▶ **Your instructions**: Return, from the data that follows, each line that holds the word "lane".
(Records provided)
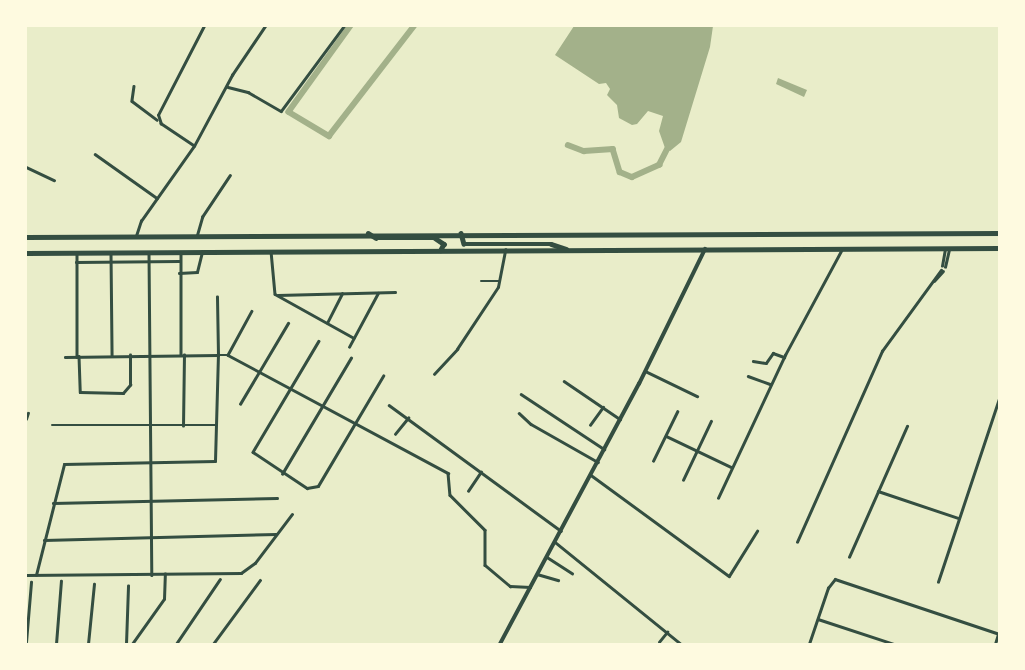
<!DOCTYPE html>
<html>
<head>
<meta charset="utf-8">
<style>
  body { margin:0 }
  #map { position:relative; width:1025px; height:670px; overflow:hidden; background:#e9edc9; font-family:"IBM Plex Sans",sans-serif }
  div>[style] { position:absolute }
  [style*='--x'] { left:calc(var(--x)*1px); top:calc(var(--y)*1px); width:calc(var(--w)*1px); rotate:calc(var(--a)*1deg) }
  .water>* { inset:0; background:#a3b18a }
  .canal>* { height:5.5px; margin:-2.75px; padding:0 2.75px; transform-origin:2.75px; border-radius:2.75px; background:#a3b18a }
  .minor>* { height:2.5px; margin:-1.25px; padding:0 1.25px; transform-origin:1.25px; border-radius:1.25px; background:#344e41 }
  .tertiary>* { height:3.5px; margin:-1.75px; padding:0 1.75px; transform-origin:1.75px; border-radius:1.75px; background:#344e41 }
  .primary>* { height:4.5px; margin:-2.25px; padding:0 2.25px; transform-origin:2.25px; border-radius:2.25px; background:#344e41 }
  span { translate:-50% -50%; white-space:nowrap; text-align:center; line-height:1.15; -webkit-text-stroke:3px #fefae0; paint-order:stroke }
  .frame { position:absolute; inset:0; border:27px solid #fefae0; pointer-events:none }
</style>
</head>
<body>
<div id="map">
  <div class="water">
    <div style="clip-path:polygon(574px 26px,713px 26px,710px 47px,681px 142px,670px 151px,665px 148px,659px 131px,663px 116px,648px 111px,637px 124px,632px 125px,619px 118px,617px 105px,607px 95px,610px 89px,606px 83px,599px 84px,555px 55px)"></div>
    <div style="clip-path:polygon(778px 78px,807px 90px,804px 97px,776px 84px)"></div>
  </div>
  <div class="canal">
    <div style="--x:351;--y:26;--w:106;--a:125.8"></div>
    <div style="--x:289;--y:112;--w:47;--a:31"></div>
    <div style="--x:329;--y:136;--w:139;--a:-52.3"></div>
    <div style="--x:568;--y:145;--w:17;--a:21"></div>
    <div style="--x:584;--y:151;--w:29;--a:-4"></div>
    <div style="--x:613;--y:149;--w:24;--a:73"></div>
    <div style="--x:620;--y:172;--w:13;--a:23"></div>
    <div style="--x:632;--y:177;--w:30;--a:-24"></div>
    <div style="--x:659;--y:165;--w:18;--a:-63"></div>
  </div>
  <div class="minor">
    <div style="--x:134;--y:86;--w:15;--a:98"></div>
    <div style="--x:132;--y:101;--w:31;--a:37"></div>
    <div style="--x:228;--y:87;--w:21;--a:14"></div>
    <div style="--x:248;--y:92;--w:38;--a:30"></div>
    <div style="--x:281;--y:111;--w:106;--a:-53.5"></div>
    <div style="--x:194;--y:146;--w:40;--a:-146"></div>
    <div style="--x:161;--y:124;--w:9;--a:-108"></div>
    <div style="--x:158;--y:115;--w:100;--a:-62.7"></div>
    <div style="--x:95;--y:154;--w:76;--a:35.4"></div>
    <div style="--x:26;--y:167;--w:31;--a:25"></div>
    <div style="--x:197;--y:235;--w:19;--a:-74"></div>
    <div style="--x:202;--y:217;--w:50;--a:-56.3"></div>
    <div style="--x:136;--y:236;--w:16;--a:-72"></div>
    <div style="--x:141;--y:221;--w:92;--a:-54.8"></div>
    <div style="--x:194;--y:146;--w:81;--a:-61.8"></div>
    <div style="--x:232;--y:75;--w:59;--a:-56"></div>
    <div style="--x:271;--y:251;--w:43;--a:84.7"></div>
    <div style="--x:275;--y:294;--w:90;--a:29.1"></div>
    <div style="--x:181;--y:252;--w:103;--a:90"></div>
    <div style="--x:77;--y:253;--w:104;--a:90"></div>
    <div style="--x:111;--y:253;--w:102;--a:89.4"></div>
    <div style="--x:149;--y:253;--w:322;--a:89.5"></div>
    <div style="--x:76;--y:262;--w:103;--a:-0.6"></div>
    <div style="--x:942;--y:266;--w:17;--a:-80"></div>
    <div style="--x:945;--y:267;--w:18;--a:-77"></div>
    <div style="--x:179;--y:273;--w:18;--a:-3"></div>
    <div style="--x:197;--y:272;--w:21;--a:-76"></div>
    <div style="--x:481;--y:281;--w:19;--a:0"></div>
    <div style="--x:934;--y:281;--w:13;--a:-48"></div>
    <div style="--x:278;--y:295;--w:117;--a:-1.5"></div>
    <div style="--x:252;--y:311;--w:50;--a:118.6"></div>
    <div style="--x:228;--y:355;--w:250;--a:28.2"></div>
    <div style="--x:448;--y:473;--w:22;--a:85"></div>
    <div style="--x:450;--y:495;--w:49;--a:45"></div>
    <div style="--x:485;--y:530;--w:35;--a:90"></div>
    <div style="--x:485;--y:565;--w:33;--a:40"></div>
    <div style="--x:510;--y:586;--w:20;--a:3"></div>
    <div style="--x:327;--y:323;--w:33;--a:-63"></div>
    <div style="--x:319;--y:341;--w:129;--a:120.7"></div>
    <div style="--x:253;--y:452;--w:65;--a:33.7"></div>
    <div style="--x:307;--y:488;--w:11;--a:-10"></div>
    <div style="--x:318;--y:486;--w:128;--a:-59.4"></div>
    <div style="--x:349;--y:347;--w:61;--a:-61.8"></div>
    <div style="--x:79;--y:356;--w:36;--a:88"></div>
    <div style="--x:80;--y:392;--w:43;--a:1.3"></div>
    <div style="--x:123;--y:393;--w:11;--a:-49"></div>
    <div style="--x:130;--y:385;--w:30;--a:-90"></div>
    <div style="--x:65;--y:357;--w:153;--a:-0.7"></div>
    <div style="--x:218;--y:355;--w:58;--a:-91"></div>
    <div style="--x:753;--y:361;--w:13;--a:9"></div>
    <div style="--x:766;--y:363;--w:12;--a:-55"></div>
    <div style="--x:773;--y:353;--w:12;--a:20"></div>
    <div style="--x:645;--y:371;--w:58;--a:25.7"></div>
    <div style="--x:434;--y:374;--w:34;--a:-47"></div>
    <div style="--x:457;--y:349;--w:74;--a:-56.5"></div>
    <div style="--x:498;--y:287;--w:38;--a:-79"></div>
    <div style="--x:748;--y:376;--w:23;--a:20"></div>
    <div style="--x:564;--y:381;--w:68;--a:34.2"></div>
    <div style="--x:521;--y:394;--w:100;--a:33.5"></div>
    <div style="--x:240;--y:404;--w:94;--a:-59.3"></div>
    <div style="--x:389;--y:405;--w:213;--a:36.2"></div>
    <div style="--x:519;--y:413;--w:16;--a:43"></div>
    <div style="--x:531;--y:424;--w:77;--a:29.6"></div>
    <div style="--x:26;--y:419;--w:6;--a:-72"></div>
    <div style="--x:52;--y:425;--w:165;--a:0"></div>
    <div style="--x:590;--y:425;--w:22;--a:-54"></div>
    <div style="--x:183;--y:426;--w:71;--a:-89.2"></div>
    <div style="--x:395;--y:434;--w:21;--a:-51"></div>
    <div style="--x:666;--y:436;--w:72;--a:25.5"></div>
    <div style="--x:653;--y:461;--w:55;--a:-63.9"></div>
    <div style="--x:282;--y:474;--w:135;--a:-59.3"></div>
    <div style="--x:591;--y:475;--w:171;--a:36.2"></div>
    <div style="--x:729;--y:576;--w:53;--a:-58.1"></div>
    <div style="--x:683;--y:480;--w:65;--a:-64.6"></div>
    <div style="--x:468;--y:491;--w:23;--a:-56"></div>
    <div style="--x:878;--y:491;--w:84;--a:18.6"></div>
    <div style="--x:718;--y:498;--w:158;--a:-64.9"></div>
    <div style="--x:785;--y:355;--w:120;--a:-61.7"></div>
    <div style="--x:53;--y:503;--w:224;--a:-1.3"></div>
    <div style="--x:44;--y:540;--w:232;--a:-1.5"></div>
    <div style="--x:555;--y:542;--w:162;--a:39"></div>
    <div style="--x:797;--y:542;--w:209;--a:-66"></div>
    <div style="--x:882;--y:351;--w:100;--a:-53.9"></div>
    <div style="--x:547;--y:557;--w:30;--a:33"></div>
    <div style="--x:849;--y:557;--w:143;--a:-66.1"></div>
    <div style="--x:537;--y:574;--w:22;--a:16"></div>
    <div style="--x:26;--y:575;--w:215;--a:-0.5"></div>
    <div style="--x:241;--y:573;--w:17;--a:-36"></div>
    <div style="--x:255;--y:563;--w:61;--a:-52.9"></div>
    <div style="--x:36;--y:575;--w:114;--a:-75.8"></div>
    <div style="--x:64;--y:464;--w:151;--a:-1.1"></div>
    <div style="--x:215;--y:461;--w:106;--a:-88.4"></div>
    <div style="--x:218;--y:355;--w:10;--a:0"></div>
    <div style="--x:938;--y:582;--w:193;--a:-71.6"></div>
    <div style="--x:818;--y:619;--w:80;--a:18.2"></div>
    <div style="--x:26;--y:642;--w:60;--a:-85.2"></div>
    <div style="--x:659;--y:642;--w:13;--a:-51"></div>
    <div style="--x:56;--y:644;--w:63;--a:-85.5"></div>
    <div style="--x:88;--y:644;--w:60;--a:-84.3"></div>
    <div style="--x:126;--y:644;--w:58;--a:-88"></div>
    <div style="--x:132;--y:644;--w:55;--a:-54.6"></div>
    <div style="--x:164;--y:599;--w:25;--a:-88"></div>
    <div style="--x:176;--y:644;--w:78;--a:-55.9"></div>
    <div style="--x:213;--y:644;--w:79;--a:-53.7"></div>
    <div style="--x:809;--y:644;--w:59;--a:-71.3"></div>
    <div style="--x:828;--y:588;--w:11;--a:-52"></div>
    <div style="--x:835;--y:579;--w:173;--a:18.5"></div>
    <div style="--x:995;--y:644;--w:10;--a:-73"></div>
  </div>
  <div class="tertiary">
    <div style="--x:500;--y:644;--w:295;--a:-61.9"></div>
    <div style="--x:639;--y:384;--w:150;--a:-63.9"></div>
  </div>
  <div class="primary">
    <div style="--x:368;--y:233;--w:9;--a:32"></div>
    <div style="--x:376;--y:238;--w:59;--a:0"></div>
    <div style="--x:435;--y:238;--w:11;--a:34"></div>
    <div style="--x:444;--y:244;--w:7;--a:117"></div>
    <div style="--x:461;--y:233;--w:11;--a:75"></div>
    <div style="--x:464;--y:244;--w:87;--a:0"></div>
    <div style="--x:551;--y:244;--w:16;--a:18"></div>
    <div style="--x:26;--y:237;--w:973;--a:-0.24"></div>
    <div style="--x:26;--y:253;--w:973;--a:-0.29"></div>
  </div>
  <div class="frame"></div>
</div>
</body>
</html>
(End Records provided)
(Records provided)
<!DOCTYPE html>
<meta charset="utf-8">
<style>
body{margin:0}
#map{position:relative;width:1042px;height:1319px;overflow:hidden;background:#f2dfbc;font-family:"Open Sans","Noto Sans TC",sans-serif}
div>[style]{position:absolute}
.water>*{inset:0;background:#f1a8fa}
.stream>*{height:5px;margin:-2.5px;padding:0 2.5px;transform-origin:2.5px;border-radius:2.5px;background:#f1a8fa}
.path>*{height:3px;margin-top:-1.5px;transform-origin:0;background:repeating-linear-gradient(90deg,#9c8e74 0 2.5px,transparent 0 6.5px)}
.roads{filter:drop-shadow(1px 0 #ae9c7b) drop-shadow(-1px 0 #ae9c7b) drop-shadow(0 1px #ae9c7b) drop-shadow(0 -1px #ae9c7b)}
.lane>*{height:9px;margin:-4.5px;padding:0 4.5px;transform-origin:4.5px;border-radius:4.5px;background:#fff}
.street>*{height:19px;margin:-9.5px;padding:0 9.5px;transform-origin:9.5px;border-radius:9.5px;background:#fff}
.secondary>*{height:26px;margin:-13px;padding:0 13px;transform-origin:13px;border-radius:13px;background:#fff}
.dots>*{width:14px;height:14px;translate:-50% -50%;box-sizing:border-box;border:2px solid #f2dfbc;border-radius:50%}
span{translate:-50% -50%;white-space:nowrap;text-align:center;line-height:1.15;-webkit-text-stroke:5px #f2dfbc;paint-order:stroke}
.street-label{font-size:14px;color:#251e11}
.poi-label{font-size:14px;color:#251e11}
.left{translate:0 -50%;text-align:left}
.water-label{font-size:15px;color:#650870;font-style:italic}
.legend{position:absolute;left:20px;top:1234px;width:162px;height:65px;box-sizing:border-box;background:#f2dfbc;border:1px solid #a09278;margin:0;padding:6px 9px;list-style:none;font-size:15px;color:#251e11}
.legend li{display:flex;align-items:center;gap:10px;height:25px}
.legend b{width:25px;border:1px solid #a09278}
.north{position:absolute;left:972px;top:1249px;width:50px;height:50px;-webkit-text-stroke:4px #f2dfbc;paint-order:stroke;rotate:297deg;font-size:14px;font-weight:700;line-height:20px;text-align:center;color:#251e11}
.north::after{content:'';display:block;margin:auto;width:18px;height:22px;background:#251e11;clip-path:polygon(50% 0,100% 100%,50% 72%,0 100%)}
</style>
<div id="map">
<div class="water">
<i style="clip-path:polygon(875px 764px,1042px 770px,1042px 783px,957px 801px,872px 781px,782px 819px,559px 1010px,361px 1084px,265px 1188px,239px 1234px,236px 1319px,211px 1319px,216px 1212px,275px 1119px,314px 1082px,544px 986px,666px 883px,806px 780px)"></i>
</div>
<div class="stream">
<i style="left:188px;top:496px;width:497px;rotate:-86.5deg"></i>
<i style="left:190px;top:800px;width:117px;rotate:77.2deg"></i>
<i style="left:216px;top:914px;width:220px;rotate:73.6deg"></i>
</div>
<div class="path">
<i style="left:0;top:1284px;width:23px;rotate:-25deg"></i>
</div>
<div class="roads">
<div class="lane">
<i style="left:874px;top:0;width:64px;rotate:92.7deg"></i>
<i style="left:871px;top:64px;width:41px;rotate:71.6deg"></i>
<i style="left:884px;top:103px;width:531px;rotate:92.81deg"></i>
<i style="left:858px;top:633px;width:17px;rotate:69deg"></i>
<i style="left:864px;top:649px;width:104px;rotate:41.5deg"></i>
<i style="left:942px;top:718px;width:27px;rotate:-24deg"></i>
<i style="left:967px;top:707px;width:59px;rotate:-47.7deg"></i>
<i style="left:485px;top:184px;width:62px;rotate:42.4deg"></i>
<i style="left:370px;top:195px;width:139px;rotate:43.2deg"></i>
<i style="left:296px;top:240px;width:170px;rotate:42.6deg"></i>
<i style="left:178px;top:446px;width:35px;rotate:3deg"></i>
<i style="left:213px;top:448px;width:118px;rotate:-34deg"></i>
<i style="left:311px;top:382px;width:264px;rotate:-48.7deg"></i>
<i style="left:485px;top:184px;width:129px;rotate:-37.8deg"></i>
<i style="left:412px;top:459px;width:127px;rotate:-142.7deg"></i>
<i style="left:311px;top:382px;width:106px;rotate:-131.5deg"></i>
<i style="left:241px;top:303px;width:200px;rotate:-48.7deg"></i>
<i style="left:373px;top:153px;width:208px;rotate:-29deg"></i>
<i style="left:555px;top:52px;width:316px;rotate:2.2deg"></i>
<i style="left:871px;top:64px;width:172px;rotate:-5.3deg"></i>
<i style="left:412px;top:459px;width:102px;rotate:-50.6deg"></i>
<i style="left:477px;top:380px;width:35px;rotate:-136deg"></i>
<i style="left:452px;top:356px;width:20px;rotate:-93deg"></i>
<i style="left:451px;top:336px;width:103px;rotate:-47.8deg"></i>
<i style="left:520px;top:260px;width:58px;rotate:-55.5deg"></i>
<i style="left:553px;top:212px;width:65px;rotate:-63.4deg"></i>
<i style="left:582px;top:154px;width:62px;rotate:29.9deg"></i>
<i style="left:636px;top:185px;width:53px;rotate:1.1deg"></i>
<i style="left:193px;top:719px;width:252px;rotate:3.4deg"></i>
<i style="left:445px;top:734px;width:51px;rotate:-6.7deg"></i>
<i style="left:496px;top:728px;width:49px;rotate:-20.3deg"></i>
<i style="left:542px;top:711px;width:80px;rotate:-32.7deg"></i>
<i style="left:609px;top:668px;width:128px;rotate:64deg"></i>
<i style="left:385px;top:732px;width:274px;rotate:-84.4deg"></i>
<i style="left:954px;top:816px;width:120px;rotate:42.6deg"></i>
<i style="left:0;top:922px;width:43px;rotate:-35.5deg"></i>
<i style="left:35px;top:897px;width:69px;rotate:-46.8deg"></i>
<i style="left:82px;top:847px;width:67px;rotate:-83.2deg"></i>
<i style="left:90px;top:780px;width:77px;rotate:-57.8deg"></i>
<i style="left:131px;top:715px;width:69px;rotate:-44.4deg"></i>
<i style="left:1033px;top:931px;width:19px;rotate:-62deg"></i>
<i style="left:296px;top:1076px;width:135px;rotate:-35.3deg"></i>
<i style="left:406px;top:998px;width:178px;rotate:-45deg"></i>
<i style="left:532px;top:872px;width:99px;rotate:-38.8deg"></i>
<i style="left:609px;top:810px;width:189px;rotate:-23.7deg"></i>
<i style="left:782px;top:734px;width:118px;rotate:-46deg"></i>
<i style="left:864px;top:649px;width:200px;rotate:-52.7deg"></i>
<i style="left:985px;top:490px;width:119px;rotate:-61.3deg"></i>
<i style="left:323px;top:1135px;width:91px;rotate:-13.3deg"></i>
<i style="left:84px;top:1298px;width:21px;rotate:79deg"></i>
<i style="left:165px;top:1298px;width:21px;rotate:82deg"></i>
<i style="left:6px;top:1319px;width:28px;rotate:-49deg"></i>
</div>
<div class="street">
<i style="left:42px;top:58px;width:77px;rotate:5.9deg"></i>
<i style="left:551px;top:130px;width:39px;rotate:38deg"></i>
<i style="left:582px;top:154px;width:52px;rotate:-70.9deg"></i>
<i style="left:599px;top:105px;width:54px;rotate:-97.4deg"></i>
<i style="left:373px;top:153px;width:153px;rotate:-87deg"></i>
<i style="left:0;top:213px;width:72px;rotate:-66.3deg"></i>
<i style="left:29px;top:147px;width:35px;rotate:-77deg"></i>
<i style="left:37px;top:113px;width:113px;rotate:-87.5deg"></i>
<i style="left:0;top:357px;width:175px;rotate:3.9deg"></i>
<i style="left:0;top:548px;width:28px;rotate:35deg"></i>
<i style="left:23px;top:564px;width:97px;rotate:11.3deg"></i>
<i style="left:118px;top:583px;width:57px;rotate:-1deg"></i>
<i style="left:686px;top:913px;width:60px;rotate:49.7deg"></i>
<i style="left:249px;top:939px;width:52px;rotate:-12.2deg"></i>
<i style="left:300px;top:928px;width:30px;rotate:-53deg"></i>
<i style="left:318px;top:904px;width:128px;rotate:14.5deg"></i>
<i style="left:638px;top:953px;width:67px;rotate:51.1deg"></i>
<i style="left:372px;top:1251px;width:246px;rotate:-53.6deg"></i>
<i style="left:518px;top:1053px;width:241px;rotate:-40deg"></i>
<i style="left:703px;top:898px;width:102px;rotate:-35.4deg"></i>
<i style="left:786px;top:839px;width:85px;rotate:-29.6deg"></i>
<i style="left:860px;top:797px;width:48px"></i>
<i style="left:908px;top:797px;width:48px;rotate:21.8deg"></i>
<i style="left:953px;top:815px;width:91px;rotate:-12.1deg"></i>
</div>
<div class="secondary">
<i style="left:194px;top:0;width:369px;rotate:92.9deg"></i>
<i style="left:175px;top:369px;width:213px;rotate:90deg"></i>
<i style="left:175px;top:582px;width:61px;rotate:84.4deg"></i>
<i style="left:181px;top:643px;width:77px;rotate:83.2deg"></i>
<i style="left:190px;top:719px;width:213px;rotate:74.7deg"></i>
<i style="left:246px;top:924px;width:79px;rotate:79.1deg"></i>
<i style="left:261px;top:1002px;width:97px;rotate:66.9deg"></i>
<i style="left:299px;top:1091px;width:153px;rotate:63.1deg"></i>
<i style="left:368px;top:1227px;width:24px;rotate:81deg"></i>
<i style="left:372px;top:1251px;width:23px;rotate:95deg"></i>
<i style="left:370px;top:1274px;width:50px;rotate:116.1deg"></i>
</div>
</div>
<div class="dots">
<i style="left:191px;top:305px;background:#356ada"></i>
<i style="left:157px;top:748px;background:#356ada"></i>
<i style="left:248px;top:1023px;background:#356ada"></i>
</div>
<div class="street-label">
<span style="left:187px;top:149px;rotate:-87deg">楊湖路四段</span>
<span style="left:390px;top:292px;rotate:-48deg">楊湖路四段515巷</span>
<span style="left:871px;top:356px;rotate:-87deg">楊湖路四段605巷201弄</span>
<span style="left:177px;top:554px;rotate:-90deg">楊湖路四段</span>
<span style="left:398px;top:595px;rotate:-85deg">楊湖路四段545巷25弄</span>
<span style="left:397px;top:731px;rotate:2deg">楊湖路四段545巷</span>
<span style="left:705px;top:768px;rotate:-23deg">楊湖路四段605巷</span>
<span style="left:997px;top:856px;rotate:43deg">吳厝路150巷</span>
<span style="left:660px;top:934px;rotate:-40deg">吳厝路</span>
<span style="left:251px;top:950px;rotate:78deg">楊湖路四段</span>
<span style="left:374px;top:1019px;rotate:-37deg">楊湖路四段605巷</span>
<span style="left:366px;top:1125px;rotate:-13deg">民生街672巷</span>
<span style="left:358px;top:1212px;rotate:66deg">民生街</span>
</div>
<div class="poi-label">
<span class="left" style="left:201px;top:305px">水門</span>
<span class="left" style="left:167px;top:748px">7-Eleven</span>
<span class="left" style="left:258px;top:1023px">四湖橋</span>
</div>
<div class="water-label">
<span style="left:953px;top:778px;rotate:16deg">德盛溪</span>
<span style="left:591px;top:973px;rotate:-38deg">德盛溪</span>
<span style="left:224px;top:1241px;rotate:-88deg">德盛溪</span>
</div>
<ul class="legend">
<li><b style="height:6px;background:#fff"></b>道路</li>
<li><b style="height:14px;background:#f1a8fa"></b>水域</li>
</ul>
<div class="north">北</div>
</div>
(End Records provided)
▶ **Task answer**:
.lane>*{height:9px;margin:-4.5px;padding:0 4.5px;transform-origin:4.5px;border-radius:4.5px;background:#fff}
<div class="lane">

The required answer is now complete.